Saved data entries:
--*--
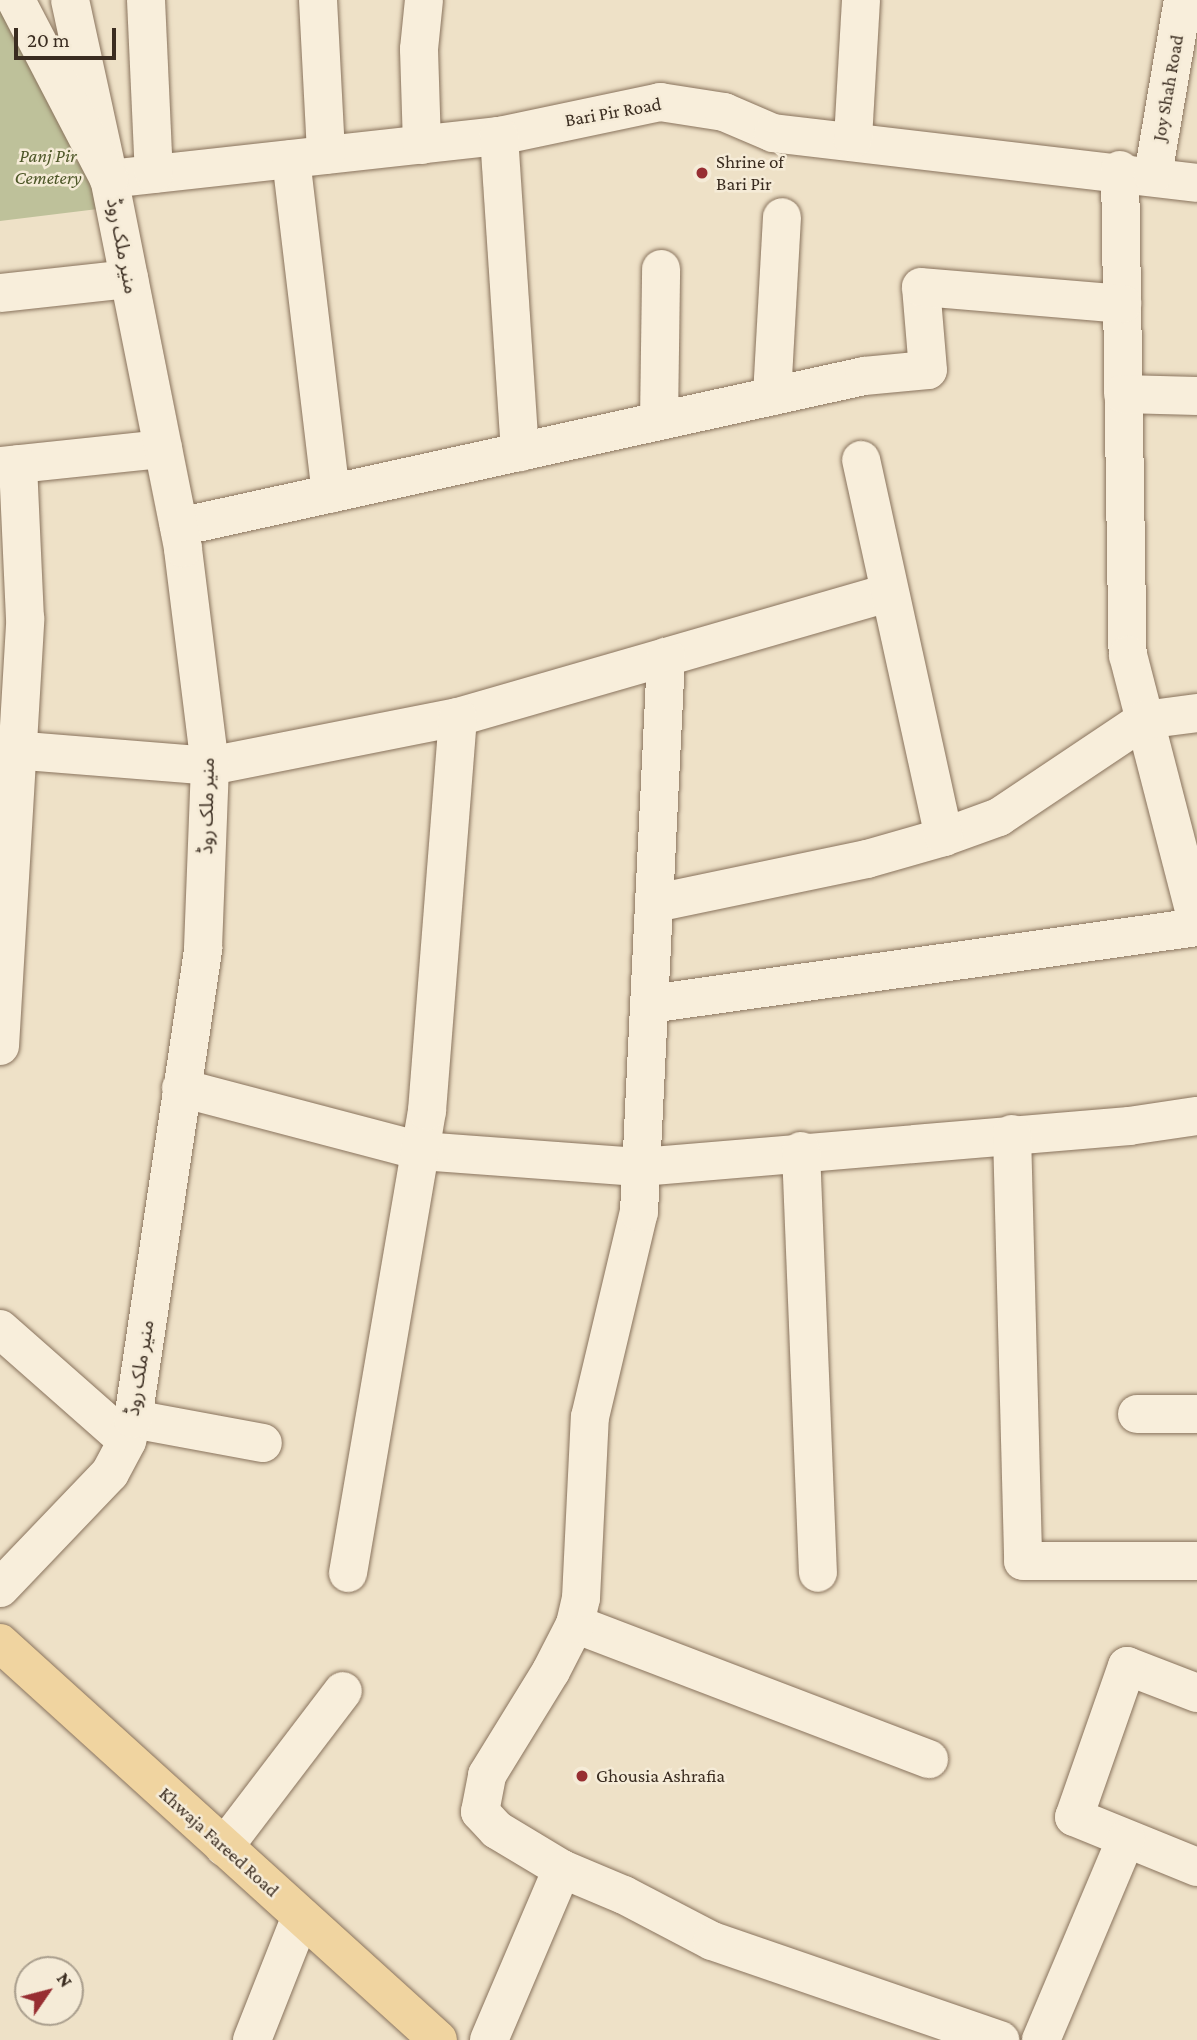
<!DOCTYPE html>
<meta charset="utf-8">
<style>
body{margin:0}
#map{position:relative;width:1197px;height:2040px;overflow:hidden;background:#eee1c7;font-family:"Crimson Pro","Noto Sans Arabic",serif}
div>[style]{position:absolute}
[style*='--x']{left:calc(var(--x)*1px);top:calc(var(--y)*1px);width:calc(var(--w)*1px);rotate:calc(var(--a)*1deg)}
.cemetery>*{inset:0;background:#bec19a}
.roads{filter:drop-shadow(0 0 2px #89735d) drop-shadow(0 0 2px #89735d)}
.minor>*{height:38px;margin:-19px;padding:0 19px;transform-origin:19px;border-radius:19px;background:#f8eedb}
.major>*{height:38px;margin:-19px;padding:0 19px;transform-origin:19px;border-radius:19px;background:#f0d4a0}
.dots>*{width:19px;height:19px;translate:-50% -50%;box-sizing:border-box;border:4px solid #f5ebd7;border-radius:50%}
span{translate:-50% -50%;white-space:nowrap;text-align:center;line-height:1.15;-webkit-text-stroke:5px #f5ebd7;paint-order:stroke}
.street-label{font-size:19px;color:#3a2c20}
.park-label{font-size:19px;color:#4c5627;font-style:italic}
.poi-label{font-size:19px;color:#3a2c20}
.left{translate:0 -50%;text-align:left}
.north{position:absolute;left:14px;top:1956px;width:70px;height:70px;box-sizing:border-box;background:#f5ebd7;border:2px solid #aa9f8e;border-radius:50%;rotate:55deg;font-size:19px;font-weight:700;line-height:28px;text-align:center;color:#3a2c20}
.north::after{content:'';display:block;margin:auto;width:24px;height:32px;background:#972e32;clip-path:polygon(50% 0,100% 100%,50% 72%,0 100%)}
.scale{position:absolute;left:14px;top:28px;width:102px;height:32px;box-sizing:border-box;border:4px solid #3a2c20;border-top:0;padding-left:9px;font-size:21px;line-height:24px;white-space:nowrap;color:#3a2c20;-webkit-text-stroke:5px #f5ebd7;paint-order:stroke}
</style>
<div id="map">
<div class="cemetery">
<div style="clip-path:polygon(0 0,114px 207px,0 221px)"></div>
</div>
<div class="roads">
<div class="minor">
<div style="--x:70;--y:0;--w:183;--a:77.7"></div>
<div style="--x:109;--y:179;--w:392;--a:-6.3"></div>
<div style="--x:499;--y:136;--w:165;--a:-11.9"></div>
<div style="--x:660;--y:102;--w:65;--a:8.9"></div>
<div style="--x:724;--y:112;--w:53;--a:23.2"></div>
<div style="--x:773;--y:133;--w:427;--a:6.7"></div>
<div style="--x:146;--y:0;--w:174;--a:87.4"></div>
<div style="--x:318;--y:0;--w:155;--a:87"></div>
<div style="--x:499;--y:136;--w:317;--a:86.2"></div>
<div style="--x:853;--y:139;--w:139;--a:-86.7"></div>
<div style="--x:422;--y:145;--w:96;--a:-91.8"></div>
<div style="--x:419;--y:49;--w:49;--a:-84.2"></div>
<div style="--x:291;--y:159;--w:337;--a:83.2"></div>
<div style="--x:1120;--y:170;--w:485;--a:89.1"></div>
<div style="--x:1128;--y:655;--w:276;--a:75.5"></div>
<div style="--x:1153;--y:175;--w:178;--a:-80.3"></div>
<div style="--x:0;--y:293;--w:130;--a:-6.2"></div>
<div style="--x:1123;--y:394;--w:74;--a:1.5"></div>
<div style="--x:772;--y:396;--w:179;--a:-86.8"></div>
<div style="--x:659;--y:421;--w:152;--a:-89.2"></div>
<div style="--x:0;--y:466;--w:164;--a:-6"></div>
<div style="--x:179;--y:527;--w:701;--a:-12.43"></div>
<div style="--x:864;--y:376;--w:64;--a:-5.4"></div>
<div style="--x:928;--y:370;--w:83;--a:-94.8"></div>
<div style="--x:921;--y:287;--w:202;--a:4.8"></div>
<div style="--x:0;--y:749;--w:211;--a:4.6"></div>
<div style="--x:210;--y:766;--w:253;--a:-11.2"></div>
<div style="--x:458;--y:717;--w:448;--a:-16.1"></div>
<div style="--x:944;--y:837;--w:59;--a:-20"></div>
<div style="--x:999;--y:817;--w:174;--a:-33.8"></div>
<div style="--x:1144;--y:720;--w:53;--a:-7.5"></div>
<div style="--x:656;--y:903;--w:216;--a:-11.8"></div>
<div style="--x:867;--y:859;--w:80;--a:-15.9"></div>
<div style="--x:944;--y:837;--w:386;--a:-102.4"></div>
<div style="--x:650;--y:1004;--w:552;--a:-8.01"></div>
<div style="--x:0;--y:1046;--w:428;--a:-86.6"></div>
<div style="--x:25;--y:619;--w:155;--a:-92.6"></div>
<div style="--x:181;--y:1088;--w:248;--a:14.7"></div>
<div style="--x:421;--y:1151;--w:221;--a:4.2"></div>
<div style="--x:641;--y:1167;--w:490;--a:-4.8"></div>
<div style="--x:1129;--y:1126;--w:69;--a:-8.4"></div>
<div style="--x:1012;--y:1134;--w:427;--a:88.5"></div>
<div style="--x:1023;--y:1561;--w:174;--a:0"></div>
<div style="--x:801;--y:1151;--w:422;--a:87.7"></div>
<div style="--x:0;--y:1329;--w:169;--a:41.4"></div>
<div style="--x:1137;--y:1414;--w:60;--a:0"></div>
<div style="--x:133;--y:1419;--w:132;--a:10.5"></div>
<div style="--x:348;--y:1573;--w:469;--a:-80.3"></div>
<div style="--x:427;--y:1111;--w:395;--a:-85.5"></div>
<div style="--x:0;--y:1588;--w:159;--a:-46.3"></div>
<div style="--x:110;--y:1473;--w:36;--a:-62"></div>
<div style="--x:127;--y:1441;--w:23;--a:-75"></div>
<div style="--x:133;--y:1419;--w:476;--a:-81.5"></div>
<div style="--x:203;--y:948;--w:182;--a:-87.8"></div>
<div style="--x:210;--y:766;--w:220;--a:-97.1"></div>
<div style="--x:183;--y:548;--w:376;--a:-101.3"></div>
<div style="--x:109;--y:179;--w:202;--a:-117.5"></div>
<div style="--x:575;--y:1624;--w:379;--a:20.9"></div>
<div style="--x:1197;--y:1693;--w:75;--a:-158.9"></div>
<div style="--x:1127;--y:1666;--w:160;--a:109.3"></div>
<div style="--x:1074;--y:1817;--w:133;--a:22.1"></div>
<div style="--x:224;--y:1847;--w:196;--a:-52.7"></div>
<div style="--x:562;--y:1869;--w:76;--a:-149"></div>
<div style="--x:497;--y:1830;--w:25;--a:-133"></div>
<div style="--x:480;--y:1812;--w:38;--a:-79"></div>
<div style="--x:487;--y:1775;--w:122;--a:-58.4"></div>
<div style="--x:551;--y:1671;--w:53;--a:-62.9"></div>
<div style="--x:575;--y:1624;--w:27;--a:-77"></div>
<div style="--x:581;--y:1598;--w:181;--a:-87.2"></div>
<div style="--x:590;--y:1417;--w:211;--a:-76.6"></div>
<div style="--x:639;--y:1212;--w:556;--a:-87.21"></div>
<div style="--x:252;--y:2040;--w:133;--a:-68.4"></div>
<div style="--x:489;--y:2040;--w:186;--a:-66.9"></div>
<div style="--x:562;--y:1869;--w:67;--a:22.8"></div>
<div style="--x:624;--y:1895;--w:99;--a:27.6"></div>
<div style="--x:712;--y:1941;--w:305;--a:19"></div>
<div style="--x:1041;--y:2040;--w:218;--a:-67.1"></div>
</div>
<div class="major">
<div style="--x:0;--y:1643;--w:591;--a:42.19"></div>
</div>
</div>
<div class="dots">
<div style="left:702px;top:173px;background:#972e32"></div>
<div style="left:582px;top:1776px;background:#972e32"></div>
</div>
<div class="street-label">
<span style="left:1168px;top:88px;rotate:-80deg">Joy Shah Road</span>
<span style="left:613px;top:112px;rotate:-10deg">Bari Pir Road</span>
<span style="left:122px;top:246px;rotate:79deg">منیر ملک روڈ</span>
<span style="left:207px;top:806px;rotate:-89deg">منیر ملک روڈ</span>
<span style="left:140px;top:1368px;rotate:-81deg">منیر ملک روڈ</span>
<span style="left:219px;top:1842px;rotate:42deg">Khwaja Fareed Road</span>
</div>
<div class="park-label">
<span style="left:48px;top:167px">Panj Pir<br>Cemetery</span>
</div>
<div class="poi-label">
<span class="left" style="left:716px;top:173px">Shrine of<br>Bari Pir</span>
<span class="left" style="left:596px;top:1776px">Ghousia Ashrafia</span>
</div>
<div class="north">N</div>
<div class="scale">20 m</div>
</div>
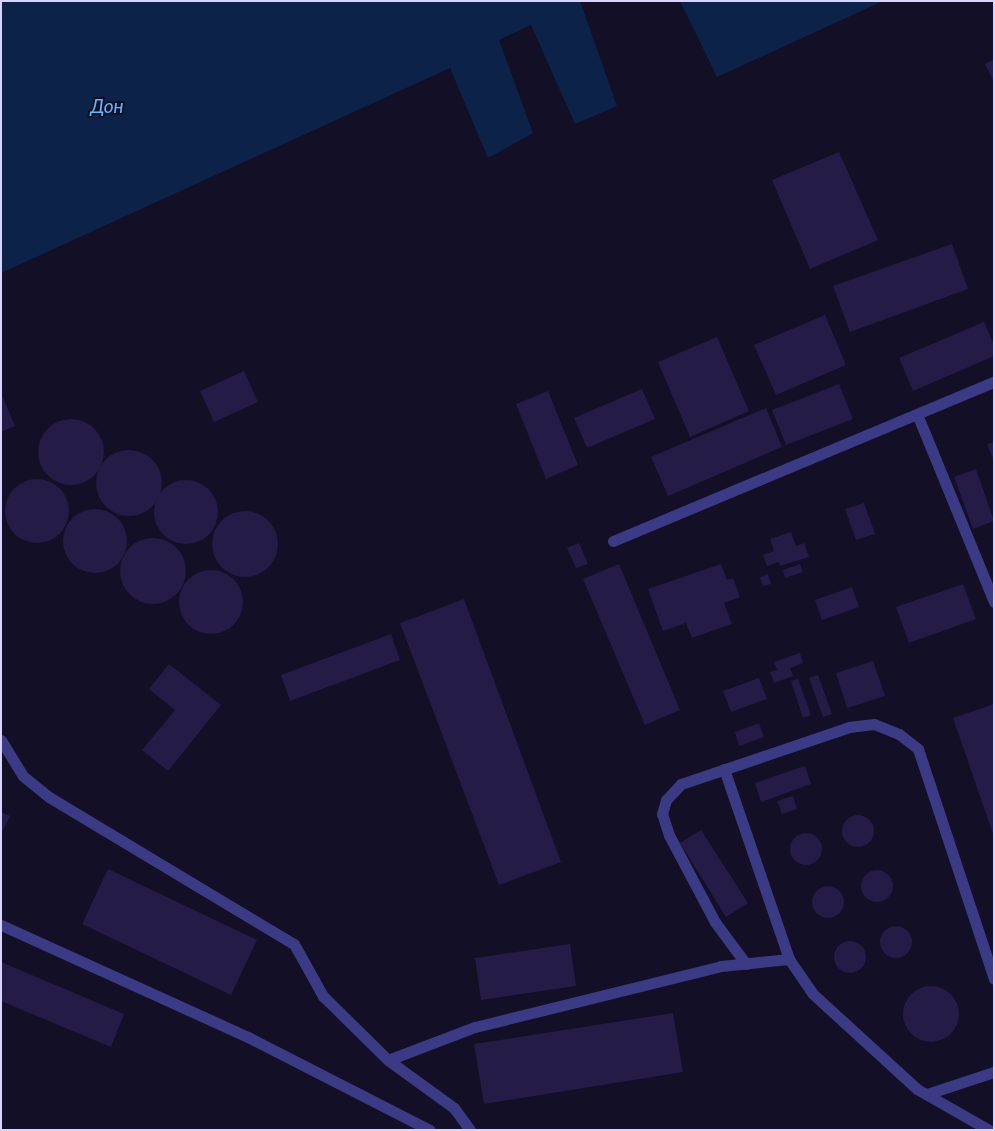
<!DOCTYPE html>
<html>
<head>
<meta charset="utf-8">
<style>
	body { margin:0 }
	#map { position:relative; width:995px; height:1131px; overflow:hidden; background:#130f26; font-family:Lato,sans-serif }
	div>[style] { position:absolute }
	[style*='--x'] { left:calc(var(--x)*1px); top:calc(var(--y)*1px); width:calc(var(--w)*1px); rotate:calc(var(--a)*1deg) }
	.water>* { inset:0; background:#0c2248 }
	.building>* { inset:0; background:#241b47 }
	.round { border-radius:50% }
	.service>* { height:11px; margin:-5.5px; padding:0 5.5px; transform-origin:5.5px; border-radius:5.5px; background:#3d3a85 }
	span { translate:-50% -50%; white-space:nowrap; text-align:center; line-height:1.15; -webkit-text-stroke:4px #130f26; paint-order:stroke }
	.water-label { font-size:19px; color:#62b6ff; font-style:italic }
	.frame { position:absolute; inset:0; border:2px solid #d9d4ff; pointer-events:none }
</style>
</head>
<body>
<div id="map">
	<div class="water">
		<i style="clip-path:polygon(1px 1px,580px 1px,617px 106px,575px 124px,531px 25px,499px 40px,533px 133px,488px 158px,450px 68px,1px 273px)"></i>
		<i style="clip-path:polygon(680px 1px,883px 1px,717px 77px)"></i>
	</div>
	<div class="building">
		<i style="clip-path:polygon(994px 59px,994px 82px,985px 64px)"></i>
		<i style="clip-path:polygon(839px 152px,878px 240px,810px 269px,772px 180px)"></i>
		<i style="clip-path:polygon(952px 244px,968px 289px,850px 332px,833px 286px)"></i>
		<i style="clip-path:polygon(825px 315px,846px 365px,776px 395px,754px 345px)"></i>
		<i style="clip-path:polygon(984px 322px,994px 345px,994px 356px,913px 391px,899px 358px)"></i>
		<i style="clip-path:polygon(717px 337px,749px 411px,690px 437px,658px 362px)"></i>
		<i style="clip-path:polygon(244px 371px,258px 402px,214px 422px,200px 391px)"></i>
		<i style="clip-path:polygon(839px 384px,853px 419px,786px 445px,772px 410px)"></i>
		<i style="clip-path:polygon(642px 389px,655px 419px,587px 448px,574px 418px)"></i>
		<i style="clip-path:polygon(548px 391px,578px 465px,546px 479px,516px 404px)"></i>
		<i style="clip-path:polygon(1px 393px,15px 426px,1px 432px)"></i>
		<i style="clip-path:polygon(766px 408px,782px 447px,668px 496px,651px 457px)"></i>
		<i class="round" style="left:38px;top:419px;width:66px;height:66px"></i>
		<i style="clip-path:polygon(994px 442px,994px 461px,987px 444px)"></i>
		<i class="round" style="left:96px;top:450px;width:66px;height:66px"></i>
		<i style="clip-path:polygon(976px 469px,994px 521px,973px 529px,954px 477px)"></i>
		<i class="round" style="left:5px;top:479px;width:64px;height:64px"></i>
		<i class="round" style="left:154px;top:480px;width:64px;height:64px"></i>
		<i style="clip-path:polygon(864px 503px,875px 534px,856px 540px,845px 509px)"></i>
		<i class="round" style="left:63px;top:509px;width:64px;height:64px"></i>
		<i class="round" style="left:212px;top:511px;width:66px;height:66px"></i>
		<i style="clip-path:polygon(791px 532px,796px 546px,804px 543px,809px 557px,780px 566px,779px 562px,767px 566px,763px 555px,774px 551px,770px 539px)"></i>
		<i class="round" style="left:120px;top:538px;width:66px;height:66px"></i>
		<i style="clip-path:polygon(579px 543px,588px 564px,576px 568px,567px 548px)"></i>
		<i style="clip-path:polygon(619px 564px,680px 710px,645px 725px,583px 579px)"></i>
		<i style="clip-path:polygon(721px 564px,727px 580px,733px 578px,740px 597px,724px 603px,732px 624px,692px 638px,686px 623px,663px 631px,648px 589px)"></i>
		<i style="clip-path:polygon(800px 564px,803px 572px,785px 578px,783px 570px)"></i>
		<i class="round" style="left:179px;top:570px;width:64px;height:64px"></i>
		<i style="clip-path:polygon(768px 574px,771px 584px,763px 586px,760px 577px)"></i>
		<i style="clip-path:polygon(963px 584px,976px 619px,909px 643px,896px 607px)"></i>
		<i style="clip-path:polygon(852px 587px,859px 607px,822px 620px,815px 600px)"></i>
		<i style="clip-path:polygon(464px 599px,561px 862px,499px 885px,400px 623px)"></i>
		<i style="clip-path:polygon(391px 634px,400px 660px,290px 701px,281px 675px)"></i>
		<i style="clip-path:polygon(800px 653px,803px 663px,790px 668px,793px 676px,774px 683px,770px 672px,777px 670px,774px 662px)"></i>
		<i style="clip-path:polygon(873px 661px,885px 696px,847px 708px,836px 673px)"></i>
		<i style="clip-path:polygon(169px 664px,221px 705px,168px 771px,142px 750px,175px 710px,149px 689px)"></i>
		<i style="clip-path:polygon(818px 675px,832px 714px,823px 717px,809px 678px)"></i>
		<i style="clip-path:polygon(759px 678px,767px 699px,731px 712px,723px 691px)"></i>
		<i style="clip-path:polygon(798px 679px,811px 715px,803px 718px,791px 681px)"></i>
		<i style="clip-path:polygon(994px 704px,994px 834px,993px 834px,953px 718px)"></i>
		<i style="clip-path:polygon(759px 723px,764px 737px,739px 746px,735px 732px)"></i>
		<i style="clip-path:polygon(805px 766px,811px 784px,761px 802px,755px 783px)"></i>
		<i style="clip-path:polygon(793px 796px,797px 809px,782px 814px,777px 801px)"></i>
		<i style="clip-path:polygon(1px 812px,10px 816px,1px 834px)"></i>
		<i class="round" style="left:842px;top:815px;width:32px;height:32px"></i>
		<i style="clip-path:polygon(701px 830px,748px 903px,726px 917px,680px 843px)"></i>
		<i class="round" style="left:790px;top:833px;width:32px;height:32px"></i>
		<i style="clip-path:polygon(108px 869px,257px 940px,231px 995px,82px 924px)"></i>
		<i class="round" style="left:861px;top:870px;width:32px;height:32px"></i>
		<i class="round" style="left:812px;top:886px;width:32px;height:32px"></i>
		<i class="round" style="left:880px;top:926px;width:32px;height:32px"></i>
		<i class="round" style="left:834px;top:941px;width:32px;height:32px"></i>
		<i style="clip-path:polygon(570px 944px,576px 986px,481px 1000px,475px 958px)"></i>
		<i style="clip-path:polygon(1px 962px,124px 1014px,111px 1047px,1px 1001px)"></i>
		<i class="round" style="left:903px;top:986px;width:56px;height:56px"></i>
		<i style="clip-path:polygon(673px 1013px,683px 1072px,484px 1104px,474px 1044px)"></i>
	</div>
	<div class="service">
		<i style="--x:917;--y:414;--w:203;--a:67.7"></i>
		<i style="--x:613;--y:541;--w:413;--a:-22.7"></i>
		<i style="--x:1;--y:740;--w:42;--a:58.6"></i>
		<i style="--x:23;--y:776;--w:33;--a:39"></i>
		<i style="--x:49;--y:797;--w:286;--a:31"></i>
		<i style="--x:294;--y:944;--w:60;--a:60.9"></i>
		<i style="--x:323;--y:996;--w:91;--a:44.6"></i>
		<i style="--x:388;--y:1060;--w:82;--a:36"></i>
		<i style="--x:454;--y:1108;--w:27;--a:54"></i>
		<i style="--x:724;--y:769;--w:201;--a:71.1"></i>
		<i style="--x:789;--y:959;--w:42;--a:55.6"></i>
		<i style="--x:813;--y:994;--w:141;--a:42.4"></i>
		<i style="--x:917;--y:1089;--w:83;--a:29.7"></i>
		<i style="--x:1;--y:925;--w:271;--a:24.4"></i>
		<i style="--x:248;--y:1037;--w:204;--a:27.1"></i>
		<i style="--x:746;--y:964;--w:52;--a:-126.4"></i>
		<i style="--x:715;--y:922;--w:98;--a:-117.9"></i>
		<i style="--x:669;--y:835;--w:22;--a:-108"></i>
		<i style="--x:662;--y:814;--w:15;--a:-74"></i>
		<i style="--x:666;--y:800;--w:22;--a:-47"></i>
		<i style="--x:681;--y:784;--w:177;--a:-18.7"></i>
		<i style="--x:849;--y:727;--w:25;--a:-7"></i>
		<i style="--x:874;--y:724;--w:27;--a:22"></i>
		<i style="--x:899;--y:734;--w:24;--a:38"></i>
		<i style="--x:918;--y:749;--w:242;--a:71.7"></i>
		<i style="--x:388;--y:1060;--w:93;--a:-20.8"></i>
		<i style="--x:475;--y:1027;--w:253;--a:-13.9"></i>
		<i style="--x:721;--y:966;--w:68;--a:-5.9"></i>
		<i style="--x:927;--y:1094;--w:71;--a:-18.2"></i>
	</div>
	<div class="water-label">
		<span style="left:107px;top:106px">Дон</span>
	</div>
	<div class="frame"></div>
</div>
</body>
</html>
--*--
Could you please write out exactly the lines from the start of the entries above through the line that holds "2px #89735d) drop-shadow(0", both included, with no pictures?

Answer for the task |
<!DOCTYPE html>
<meta charset="utf-8">
<style>
body{margin:0}
#map{position:relative;width:1197px;height:2040px;overflow:hidden;background:#eee1c7;font-family:"Crimson Pro","Noto Sans Arabic",serif}
div>[style]{position:absolute}
[style*='--x']{left:calc(var(--x)*1px);top:calc(var(--y)*1px);width:calc(var(--w)*1px);rotate:calc(var(--a)*1deg)}
.cemetery>*{inset:0;background:#bec19a}
.roads{filter:drop-shadow(0 0 2px #89735d) drop-shadow(0 0 2px #89735d)}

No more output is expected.